Peter Newsham, chief of the Metropolitan Police Department, said that officers arrested about 300 people during four days of protests incited by the death of an unarmed black man, George Floyd, while being detained by police in Minneapolis.

Most of the arrests were for violations of the 7 p.m. to 6 a.m. curfew, followed by burglary and rioting, Newsham said. Two officers were injured outside the Judiciary Square police station and one police car was set on fire, he added.

Protesters assembled in Lafayette Square on Monday to peacefully protest, but were met with federal force, munitions and tear gas instead. Newsham stated that federal law enforcement “warned” protesters to disperse at 6:30 p.m., because of presidential movement in the area. The Metropolitan Police Department didn’t “participate in that movement,” he said. However, 54 people were arrested at 7:20 p.m. for curfew violations nearby at 17th and I Streets.

The police chief also said a large group of protesters gathered around 9 p.m. in the 2400 block of 14th Street Northwest, which resulted in 174 arrests nearby on Swann Street. A resident there allowed some protesters to escape into his home.

Newsham maintains that his department has had low involvement of what took place in the city, including the “unplanned movement of the president.” However, he admits that his officers used riot-control chemicals against protesters such as stink bombs, CS or counter-strike sprays and OC bombs.
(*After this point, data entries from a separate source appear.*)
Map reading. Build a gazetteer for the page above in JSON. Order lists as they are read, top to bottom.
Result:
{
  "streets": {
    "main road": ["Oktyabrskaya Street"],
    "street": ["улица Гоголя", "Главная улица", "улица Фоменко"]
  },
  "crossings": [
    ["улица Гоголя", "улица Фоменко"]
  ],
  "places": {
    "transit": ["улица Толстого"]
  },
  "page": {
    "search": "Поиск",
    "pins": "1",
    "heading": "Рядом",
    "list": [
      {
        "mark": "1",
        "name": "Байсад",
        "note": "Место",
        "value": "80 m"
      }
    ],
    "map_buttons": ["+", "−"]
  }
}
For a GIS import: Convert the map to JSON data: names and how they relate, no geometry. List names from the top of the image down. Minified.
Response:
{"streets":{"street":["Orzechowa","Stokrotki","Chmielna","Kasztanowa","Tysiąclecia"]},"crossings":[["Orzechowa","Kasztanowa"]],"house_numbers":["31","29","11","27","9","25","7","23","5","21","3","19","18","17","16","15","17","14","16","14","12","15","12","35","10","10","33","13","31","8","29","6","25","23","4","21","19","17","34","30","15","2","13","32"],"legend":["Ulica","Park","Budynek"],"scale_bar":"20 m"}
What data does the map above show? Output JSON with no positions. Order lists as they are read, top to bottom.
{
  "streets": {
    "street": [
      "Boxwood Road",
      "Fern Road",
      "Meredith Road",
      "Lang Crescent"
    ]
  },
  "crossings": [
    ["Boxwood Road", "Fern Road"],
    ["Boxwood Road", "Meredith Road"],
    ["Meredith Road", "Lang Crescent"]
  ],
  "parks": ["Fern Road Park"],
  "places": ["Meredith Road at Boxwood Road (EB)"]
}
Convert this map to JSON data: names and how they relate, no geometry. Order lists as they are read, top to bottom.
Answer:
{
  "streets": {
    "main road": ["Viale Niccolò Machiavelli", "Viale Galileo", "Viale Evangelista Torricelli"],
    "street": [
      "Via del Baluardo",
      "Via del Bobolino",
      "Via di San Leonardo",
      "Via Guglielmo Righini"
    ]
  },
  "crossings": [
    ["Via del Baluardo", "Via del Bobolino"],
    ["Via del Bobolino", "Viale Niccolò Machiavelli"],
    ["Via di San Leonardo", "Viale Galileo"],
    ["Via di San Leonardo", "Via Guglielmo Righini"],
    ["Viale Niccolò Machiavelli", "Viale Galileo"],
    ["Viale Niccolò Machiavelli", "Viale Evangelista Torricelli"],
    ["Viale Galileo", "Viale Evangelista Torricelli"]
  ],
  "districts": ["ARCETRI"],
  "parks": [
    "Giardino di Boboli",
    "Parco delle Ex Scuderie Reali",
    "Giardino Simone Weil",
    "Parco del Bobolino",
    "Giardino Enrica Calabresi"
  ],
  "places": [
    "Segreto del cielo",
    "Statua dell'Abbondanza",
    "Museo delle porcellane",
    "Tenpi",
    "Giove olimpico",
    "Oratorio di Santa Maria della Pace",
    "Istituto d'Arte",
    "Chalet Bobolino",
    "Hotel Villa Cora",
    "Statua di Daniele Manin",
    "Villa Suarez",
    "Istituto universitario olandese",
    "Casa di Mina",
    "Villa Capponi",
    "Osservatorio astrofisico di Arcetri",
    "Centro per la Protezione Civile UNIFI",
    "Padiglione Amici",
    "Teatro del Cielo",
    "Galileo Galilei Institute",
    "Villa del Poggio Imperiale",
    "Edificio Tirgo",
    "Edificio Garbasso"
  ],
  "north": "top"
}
President Trump has made it clear that he wants to show force in D.C. along with the rest of the nation to silence protesters. Bowser was informed that Trump is actively “seeking national guard support, possible army support and federal police from other federal entities” to bring the riots to a halt.

Bowser has openly expressed her concerns about federal involvement during the protest, even going as far as to calling munition firing at protesters during presidential movement around the district “shameful” in a tweet.